July 11, 2008
Abortion on the internet revives an old controversy
Filed under: Medicine, Feminism, Abortion, Deaglan de Breadun — Deaglán @ 10:01 am
As a morning-radio addict, I find it often has a soporific effect and helps me go back to sleep before the inevitable moment when the day must start. But I nearly jumped out of bed when the BBC’s Today programme reported that medications which induce an abortion can now be obtained on the internet.
This morning’s programme revealed that a group called Women on Web is offering customers the opportunity to perform abortions on themselves with a combination of pills that are ordered by post.
Women on Web is reportedly available in five languages and mails the drugs mifepristone and misoprostol only to jurisdictions where abortion is heavily restricted, and to women who declare they are less than nine weeks pregnant. Women in Northern Ireland - and presumably the Republic - have used the internet site to purchase the medications for a minimum donation of €70 (£55) a time.
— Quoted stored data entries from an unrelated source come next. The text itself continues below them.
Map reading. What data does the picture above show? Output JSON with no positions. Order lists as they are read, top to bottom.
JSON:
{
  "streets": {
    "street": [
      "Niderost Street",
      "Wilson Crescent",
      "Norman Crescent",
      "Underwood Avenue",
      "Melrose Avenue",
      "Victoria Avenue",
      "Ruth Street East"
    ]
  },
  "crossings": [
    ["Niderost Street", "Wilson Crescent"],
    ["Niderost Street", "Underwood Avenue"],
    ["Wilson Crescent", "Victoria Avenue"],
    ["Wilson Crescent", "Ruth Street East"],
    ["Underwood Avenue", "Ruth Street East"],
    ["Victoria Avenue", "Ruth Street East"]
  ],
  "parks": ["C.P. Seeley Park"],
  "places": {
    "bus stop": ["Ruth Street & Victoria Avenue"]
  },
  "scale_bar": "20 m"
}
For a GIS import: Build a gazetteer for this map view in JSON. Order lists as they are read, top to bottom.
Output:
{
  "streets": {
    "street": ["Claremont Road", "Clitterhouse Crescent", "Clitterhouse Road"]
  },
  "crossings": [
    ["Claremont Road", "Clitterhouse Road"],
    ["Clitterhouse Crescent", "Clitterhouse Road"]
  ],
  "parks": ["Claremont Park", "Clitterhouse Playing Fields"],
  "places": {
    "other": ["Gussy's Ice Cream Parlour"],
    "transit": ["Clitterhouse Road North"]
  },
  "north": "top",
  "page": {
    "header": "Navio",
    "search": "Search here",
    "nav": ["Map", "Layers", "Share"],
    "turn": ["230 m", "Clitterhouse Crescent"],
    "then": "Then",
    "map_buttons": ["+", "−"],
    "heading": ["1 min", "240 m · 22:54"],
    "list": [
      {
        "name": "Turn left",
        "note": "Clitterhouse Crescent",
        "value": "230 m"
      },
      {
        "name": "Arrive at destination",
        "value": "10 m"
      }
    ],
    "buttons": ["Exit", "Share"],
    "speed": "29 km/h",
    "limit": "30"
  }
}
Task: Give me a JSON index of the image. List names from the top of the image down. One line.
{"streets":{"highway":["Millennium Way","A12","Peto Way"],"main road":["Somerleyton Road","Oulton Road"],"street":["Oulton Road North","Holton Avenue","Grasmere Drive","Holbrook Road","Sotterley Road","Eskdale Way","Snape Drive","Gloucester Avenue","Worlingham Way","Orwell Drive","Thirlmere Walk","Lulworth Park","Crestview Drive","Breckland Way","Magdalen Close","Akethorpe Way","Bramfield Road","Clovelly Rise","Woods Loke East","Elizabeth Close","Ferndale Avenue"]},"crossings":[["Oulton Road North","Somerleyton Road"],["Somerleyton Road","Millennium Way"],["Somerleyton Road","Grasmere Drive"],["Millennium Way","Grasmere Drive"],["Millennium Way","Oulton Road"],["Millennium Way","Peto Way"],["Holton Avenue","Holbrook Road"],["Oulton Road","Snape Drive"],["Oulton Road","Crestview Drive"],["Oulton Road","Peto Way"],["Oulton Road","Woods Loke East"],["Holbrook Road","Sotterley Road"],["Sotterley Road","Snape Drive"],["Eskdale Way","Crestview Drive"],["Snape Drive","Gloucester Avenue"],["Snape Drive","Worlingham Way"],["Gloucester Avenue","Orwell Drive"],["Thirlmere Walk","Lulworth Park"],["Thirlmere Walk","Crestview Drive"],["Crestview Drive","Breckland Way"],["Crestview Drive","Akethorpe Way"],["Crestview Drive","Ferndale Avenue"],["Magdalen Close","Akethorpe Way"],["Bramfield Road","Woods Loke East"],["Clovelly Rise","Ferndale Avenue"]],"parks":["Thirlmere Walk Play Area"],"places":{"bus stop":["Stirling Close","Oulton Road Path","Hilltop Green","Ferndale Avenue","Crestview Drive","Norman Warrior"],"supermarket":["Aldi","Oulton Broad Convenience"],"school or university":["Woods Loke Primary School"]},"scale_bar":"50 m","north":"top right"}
However the report adds that a study published in the British Journal of Obstetrics and Gynaecology found that 11% of 400 customers went on to need a surgical procedure - either because the drugs had not completed the abortion or because of excessive bleeding.
Needless to say, anti-abortion campaigners are already up in arms over this development. Journalists in Ireland will feel a strong sense of déjà vu. Those of us who were around in the 1980s spent a great deal of time on the “A-word” and now it could be a case of back to the future. Way back then, before the internet and cheap cross-channel air travel, it was a case of taking the mailboat to England which, whatever one’s moral stance on the issue, must have been pretty rough on a woman already several months pregnant.
Northern Ireland Family Planning Association director Audrey Simpson told the BBC: “The Women On Web site is very helpful and reputable. But for Northern Ireland women, it is encouraging them to break the law - and as an organisation, we have to work within the law. We’re really concerned about women accessing the rogue sites - we’re hearing about it and we know it’s happening. There are potentially serious medical complications for women from sites which aren’t well managed and this could be the new era of backstreet abortions.”